What needs to be done:
Among the lines listed below, count those that include the string "strokeStyle", and state only the count.

Extracted material:
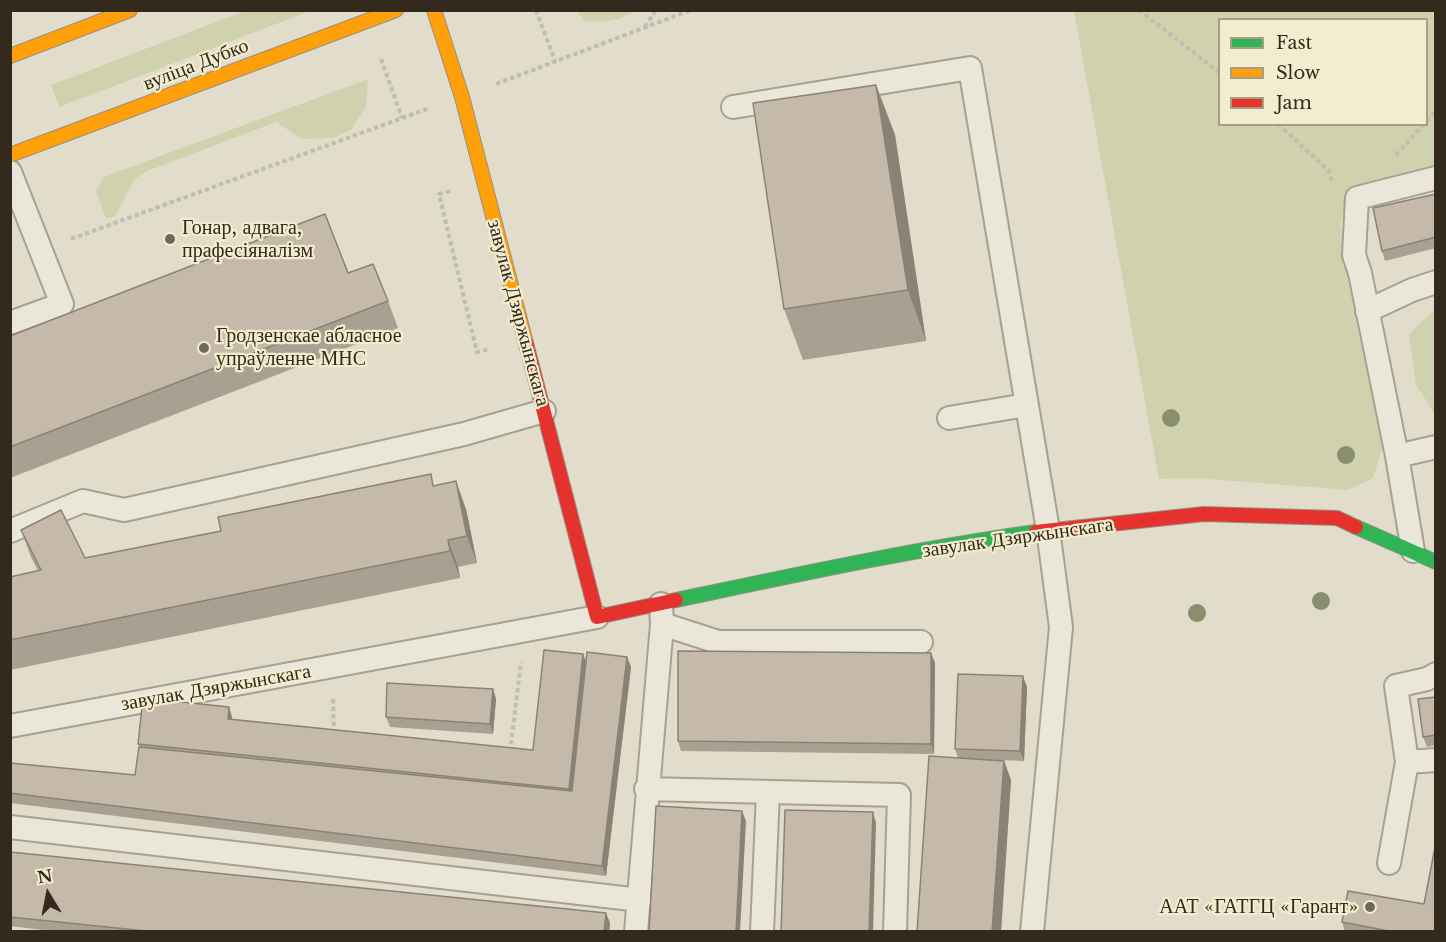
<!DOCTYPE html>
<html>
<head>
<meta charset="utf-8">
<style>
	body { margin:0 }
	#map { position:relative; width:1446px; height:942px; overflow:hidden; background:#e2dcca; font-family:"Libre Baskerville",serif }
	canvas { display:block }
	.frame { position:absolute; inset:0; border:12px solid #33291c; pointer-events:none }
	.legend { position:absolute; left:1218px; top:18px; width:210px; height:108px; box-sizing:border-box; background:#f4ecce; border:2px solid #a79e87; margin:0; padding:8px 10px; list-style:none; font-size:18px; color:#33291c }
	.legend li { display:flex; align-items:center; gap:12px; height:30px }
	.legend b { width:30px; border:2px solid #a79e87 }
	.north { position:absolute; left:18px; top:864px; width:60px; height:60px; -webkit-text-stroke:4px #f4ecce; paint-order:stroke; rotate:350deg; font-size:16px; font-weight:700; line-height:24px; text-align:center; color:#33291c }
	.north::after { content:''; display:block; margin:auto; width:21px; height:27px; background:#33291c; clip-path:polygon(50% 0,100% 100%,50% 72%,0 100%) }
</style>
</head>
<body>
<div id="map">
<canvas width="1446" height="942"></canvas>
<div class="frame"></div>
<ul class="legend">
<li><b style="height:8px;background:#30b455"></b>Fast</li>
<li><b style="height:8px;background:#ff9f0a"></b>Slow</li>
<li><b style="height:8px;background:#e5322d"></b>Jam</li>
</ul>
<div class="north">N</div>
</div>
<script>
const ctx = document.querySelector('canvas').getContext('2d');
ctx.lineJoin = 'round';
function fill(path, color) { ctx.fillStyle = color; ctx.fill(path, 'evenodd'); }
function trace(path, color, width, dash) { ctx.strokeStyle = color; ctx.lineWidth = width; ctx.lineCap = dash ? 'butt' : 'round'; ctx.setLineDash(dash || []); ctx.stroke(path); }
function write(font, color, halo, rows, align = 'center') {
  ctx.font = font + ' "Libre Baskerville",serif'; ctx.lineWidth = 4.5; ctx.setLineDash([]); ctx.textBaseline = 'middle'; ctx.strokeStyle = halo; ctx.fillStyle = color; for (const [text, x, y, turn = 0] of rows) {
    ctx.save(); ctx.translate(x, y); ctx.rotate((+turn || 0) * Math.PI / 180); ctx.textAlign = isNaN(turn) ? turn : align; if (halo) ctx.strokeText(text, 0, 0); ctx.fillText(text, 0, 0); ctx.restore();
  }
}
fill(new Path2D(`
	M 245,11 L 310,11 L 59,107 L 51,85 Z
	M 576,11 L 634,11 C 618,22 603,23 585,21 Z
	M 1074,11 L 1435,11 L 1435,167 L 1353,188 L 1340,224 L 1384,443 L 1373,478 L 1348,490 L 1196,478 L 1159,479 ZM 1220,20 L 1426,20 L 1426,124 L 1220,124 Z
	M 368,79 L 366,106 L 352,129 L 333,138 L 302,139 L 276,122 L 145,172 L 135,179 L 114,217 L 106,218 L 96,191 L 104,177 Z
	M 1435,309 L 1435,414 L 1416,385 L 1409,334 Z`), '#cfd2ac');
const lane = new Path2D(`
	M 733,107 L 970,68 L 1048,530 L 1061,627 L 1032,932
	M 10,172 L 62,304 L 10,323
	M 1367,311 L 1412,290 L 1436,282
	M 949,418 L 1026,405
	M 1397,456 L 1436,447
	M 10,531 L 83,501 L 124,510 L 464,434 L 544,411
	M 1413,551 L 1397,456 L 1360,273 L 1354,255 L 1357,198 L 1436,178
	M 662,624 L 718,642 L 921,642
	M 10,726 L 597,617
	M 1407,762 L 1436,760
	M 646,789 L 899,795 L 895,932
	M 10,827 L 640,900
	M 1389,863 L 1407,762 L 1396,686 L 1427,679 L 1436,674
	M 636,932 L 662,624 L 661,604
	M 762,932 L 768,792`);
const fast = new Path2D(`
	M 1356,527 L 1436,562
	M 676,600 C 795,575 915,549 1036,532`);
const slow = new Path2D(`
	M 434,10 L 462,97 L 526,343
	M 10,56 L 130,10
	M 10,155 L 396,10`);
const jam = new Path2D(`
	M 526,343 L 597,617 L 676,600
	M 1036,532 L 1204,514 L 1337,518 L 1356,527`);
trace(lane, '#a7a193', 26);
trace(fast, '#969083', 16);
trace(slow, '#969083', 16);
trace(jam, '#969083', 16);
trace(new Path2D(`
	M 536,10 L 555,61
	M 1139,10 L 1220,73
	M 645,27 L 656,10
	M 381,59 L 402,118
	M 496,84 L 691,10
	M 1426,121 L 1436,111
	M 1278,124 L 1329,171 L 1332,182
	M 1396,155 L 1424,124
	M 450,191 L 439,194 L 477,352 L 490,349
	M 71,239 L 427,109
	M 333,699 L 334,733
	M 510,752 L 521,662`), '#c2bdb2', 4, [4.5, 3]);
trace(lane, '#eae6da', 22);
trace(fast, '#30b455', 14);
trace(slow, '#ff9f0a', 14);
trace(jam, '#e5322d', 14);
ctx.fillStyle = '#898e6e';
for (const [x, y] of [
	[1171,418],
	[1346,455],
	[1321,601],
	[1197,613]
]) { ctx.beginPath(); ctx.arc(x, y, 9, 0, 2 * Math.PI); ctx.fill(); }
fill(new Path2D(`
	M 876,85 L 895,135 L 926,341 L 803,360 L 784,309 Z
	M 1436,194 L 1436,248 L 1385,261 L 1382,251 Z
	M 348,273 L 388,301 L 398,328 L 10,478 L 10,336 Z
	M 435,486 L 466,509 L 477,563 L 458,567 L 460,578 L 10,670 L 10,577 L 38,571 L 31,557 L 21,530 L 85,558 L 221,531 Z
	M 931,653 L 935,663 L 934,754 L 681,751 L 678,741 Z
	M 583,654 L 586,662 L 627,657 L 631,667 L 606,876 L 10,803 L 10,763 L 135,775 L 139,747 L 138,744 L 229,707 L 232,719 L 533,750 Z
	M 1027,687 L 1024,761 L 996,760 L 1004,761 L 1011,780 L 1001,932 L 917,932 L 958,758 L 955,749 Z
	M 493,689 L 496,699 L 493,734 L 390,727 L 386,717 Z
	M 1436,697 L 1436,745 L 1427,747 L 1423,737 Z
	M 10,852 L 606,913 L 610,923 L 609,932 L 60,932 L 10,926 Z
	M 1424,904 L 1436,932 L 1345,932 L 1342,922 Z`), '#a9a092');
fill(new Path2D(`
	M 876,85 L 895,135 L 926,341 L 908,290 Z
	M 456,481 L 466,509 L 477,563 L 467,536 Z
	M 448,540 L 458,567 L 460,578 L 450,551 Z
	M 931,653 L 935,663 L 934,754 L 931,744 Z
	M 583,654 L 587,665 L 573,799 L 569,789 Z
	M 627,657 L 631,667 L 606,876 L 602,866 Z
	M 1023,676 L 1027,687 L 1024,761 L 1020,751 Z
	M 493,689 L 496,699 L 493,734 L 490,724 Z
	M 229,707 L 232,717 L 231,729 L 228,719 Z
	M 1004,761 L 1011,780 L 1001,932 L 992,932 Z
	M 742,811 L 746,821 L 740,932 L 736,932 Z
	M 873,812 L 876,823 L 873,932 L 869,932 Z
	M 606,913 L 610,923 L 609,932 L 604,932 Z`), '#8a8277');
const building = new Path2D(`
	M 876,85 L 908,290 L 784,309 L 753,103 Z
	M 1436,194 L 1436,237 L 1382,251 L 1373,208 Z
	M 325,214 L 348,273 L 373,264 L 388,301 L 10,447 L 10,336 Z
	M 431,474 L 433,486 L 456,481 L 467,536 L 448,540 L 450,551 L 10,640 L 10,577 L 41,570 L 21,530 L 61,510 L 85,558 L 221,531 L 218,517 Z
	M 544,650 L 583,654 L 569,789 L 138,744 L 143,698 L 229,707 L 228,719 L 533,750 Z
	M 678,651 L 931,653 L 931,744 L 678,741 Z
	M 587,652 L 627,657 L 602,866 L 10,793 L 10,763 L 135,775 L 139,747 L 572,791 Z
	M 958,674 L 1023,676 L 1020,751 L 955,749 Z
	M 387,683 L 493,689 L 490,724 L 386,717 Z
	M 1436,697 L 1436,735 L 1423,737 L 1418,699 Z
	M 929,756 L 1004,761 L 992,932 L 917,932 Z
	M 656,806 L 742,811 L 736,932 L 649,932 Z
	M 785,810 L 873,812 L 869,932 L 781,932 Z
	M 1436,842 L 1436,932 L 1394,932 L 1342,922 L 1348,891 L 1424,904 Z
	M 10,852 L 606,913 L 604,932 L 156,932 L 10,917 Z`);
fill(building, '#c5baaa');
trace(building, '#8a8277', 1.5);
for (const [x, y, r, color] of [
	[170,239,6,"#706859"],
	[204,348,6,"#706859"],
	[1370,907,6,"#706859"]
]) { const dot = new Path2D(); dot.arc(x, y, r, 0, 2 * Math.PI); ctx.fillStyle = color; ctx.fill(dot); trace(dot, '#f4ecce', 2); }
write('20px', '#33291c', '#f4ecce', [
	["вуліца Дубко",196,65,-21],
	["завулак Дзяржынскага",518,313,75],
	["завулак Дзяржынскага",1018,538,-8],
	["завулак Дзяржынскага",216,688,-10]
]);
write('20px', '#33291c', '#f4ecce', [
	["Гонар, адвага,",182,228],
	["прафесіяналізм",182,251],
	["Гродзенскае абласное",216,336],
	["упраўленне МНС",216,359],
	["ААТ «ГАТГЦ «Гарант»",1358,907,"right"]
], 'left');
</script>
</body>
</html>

Result:
2